─── DATA FOR REVIEW ───

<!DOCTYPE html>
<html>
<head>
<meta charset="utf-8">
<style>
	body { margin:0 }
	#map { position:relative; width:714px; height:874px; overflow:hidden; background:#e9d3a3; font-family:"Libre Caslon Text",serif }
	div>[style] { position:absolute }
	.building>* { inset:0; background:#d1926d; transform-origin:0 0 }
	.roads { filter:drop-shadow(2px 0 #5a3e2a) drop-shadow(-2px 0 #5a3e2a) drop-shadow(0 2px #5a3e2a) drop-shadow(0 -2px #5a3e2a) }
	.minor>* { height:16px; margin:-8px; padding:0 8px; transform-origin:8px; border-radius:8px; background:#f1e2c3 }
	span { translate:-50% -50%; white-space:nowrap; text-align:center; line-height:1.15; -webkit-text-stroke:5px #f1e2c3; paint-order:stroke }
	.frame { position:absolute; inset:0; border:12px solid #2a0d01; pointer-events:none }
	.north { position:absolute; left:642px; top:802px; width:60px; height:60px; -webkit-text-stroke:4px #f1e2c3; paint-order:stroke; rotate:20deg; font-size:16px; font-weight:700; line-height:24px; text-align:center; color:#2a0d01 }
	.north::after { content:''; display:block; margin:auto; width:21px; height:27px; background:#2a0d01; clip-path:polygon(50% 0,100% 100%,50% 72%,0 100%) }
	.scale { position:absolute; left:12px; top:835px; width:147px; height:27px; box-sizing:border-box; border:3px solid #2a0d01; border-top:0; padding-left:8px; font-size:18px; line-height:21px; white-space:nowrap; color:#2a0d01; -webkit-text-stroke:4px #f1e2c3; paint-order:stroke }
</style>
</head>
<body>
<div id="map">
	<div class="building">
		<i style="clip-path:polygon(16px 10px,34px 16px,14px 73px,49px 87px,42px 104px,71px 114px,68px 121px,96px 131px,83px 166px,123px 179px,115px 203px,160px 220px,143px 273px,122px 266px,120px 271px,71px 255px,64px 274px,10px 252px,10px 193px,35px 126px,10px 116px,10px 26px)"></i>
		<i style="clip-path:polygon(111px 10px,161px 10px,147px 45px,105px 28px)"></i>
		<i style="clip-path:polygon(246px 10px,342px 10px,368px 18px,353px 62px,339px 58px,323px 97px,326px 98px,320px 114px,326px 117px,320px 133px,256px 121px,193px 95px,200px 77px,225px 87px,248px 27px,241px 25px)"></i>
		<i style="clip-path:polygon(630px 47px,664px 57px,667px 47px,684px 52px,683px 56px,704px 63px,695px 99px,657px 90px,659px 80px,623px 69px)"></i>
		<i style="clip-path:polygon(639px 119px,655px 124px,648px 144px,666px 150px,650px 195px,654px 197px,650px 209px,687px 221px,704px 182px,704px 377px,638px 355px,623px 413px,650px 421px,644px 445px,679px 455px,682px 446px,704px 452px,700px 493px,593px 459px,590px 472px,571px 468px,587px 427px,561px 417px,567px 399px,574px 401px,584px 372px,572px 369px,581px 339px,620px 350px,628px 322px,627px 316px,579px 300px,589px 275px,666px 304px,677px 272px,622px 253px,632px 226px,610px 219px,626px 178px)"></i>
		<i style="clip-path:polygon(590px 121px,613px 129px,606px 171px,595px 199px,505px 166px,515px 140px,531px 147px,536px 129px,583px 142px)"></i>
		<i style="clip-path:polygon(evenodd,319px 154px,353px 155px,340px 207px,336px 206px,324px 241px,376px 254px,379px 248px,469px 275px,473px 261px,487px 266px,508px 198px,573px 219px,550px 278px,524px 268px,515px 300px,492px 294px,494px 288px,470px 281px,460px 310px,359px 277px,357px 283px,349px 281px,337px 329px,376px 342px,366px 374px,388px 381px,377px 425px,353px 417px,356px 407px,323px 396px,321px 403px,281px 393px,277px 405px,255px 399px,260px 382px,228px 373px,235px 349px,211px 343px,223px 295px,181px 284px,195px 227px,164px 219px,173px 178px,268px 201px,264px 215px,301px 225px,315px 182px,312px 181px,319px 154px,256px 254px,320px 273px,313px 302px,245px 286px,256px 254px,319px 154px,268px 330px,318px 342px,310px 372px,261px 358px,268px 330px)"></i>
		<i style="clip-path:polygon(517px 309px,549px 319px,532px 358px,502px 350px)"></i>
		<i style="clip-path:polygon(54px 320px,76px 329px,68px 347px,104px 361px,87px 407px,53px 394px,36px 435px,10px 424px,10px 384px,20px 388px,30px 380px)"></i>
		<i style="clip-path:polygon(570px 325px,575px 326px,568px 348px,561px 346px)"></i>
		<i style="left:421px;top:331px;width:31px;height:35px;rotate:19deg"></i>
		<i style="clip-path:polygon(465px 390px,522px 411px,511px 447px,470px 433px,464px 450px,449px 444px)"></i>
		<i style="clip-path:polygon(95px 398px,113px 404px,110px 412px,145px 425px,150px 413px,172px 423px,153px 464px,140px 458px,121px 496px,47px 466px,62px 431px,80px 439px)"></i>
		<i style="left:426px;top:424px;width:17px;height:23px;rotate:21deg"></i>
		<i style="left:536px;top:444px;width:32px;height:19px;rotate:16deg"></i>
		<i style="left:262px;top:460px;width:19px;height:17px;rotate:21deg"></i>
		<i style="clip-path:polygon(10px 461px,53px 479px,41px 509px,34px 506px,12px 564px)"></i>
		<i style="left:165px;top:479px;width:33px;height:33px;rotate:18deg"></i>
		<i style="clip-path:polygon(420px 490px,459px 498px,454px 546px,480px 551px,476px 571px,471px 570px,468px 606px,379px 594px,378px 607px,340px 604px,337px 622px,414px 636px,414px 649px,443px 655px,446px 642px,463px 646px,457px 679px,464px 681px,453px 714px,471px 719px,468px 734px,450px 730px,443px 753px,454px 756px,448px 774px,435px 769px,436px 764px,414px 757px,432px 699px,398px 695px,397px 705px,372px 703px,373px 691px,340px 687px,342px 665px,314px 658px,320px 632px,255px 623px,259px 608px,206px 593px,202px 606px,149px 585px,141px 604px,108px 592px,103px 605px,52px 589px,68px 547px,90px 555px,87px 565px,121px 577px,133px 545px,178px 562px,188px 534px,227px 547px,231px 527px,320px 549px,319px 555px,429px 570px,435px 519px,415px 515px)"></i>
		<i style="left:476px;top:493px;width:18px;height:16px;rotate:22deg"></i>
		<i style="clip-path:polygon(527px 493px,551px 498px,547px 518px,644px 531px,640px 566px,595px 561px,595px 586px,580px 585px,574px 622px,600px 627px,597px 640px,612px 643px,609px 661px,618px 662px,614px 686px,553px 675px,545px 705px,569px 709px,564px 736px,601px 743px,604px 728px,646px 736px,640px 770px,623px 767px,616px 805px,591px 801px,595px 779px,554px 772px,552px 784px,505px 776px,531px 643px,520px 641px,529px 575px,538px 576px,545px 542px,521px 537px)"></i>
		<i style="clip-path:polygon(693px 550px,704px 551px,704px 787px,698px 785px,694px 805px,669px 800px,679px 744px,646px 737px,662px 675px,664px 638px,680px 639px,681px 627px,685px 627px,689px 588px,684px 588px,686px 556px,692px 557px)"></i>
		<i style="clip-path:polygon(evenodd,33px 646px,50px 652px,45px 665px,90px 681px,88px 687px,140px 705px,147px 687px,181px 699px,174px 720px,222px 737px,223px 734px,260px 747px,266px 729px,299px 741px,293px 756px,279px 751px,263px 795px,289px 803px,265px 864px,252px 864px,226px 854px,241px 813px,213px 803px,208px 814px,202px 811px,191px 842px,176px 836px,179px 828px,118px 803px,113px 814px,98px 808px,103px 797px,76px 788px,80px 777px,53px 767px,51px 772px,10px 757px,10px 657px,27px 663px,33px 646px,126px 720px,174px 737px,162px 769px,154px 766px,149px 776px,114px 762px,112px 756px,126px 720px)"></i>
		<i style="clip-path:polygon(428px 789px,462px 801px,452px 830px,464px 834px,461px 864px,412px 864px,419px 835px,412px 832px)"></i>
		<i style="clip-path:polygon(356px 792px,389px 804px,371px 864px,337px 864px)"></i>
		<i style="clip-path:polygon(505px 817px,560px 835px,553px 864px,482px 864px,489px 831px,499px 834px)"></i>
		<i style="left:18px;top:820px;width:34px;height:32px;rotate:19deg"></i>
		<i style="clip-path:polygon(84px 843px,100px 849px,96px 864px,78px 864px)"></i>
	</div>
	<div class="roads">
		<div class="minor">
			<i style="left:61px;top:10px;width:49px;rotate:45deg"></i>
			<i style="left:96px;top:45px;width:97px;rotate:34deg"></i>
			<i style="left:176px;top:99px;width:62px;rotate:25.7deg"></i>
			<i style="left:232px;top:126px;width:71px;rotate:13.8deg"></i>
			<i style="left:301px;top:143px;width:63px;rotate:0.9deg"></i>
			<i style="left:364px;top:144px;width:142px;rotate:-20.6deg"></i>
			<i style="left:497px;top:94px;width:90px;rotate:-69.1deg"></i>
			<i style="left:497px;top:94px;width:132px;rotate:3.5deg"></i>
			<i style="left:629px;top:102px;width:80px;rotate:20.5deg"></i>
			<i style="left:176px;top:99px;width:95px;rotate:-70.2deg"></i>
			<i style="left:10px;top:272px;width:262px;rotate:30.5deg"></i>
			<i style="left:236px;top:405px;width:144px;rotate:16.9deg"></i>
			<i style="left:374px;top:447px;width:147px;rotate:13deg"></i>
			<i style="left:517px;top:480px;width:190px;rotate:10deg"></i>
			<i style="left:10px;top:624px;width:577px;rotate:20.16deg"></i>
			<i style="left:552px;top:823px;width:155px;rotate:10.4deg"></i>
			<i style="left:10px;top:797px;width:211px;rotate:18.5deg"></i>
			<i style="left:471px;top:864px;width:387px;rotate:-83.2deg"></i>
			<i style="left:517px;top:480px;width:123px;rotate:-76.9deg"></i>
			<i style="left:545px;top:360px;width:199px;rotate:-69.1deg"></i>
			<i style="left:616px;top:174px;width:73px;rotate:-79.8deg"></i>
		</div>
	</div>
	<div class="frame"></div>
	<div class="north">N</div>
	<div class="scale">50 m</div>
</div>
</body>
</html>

───

PROBLEM STATEMENT. Return, word for word, every line from the top of the entries down to the line that holds "translate:-50% -50%; white-space:nowrap;", both included.

SOLVED PROBLEM.
<!DOCTYPE html>
<html>
<head>
<meta charset="utf-8">
<style>
	body { margin:0 }
	#map { position:relative; width:714px; height:874px; overflow:hidden; background:#e9d3a3; font-family:"Libre Caslon Text",serif }
	div>[style] { position:absolute }
	.building>* { inset:0; background:#d1926d; transform-origin:0 0 }
	.roads { filter:drop-shadow(2px 0 #5a3e2a) drop-shadow(-2px 0 #5a3e2a) drop-shadow(0 2px #5a3e2a) drop-shadow(0 -2px #5a3e2a) }
	.minor>* { height:16px; margin:-8px; padding:0 8px; transform-origin:8px; border-radius:8px; background:#f1e2c3 }
	span { translate:-50% -50%; white-space:nowrap; text-align:center; line-height:1.15; -webkit-text-stroke:5px #f1e2c3; paint-order:stroke }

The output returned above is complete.